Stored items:
☆ ☆ ☆ ☆ ☆
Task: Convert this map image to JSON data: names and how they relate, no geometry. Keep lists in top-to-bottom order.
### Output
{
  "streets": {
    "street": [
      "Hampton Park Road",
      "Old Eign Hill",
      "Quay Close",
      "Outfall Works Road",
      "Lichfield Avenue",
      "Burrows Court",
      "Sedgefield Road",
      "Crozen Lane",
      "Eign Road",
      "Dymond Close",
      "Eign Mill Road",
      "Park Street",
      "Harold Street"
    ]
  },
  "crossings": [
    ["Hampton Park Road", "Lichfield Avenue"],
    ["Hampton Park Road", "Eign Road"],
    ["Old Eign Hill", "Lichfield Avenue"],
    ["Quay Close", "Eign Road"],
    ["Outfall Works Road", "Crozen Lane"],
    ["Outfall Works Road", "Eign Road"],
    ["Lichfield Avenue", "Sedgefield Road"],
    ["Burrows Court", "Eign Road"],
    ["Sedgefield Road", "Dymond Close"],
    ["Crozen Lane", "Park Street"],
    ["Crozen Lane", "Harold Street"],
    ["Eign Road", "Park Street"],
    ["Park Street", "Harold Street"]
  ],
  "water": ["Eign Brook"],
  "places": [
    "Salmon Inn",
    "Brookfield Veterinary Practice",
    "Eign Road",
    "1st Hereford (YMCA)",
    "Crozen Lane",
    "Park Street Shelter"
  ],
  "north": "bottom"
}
☆ ☆ ☆ ☆ ☆
Work instruction
Write down only how many lines of the entries above include the word "Burrows".

Answer to this exercise
2